** Opening Entries shown block **

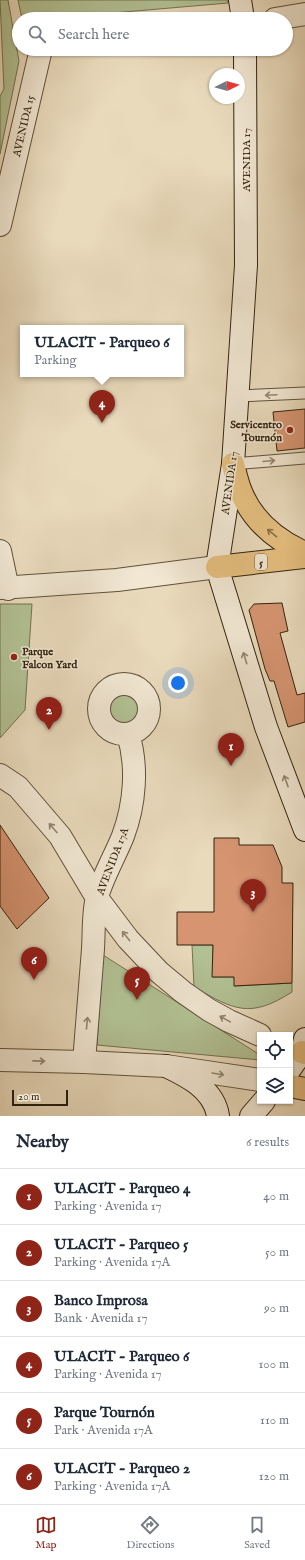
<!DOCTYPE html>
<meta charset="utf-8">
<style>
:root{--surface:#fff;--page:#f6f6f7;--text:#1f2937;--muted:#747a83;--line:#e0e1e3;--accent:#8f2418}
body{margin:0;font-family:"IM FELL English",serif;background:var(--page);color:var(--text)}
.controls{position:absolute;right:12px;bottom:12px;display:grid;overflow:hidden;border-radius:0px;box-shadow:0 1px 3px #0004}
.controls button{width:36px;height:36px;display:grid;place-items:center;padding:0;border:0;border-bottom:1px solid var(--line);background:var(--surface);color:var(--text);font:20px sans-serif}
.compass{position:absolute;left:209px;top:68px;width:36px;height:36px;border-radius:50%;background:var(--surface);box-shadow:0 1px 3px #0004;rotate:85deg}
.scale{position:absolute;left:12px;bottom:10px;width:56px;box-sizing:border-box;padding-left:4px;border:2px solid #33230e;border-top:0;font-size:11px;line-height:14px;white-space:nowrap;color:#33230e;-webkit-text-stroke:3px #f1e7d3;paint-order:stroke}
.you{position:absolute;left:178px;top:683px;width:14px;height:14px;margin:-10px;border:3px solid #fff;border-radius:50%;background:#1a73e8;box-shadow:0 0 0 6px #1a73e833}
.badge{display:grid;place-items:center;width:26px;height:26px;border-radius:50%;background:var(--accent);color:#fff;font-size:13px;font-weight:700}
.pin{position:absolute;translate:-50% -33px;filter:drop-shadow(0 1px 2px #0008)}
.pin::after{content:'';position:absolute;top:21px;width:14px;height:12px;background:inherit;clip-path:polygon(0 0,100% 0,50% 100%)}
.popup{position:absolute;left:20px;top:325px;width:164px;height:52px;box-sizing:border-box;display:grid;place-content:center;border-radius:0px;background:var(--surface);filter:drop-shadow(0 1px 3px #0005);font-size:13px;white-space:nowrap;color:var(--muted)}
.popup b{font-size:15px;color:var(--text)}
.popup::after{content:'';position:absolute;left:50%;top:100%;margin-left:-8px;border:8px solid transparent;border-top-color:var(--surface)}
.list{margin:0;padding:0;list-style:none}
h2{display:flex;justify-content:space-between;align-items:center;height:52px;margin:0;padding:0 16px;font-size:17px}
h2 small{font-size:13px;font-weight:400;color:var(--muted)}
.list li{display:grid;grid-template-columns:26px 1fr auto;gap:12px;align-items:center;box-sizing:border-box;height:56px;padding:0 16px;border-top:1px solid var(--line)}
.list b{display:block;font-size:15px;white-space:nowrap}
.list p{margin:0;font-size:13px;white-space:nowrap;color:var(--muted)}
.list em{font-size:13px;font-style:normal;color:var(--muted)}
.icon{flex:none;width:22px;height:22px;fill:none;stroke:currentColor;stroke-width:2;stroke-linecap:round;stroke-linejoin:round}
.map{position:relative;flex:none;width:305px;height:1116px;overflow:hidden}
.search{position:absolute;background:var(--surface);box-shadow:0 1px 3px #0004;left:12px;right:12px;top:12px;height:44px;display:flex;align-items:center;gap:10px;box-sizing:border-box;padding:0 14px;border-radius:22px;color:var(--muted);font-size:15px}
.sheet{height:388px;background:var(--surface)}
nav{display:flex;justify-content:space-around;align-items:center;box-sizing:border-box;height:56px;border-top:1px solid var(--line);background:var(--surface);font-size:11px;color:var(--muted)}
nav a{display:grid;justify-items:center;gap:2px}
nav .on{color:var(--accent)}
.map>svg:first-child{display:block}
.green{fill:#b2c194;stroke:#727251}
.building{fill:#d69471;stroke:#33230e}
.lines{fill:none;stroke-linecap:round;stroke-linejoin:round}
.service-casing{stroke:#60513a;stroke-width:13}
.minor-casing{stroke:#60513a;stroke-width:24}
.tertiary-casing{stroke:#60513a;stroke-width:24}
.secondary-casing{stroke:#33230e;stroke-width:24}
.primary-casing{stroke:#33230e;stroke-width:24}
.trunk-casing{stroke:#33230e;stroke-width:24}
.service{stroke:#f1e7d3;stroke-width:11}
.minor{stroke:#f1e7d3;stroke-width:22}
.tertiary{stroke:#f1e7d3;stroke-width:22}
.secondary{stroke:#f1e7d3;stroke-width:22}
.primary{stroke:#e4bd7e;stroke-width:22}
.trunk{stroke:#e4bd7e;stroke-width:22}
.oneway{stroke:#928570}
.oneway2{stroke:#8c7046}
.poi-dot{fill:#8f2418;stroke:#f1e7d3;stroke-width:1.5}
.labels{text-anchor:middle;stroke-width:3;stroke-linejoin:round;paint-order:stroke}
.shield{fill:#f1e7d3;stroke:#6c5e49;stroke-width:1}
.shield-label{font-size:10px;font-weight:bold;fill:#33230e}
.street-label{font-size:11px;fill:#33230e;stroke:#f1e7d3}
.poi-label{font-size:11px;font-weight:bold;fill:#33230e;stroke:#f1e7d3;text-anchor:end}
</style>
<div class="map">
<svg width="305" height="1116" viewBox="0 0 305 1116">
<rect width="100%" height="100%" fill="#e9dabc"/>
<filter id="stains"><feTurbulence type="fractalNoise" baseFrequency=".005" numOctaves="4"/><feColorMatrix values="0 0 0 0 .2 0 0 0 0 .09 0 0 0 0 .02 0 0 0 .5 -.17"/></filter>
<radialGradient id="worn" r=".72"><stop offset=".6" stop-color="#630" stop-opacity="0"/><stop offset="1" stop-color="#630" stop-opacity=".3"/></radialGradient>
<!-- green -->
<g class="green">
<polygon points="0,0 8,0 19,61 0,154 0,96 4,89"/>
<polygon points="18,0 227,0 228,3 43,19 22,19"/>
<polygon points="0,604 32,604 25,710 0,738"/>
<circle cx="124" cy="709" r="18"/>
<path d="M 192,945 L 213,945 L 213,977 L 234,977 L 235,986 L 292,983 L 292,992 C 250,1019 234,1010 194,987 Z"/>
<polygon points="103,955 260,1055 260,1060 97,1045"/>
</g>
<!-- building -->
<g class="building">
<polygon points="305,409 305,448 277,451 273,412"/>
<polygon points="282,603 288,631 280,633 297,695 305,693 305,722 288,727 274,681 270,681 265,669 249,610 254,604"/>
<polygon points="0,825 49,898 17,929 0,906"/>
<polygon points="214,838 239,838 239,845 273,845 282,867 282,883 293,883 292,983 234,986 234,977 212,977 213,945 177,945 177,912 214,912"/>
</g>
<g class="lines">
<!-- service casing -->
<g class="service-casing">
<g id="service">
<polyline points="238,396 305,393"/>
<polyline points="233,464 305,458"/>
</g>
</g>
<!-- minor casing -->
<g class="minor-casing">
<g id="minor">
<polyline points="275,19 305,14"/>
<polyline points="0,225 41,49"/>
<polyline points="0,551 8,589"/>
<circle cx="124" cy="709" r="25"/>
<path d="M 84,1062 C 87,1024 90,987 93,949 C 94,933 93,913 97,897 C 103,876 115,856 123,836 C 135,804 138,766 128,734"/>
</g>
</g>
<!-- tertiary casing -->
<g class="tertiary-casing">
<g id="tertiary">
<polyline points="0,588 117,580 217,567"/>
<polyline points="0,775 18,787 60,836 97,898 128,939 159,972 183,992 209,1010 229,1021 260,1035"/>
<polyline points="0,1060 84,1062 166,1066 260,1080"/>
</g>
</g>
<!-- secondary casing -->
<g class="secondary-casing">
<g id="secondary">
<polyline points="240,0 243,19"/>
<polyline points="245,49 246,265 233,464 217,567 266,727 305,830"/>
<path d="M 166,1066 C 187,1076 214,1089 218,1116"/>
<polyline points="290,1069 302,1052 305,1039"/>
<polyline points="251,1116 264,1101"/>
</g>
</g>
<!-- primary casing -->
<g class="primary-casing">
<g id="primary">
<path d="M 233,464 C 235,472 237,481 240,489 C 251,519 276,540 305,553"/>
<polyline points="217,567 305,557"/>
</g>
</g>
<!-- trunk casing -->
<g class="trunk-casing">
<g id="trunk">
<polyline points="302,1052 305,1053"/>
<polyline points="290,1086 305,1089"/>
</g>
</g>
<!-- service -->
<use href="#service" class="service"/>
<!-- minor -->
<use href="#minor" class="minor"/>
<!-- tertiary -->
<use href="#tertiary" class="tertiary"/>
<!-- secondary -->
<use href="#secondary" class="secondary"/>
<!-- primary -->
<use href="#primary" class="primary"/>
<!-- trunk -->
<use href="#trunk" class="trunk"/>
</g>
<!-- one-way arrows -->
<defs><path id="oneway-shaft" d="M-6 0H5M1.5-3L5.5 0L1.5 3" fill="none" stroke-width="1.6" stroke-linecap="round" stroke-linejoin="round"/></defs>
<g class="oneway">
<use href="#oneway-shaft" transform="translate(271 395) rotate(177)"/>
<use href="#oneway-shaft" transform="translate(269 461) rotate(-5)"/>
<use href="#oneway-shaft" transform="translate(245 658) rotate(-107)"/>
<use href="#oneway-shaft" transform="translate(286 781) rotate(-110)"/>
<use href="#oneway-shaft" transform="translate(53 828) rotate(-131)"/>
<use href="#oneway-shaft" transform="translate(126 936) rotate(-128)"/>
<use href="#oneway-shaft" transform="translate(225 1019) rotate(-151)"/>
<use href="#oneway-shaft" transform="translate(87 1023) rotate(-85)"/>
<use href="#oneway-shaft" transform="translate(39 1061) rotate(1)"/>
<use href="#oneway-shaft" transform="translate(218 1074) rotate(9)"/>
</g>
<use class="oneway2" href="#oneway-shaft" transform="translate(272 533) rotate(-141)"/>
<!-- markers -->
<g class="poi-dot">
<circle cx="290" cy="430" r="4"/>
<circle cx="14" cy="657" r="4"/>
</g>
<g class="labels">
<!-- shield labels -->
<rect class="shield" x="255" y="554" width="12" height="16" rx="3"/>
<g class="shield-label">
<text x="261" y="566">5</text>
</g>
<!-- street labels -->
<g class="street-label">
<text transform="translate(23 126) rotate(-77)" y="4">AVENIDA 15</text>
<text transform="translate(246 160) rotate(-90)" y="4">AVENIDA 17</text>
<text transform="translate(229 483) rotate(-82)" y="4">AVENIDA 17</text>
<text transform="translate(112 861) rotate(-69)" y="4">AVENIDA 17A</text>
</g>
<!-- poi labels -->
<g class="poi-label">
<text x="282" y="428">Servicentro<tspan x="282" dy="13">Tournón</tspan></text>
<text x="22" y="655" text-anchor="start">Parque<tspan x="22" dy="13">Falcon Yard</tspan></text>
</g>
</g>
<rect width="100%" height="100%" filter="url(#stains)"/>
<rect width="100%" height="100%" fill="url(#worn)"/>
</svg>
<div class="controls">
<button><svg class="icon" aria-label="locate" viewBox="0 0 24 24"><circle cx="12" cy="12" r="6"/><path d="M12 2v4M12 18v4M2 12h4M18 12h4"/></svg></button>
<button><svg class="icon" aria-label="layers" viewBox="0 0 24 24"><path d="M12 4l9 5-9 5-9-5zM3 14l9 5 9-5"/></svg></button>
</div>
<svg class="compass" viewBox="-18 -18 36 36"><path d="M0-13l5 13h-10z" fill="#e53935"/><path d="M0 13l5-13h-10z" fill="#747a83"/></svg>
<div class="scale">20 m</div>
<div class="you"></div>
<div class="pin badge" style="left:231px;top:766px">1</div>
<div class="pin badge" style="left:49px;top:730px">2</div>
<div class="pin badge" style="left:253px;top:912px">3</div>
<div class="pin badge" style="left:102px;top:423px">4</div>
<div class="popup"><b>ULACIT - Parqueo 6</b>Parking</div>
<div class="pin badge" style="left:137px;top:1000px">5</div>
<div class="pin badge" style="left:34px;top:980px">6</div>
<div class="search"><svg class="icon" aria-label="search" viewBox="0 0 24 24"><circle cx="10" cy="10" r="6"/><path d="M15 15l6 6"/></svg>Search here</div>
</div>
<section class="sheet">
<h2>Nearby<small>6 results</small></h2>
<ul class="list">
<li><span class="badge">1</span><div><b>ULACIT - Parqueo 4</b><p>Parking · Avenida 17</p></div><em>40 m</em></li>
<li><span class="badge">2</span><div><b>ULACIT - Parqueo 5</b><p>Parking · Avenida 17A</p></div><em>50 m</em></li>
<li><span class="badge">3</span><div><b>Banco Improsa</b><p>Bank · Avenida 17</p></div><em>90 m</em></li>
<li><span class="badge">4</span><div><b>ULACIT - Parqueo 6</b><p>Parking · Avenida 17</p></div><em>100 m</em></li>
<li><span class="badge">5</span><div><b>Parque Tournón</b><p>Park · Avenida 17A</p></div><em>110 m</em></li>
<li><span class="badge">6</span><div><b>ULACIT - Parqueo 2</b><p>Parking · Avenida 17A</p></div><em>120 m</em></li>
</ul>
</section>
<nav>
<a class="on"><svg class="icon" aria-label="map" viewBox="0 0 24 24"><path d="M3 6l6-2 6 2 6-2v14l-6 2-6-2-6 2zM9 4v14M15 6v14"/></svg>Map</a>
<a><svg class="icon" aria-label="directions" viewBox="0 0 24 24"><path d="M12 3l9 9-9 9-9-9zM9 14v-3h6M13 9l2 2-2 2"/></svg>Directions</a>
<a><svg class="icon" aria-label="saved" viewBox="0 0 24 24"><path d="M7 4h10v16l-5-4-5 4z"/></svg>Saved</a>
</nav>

** Closing Entries shown block **

Work task >>
Among the lines above, which ones hold the string "compass"? Show them.

Task answer >>
.compass{position:absolute;left:209px;top:68px;width:36px;height:36px;border-radius:50%;background:var(--surface);box-shadow:0 1px 3px #0004;rotate:85deg}
<svg class="compass" viewBox="-18 -18 36 36"><path d="M0-13l5 13h-10z" fill="#e53935"/><path d="M0 13l5-13h-10z" fill="#747a83"/></svg>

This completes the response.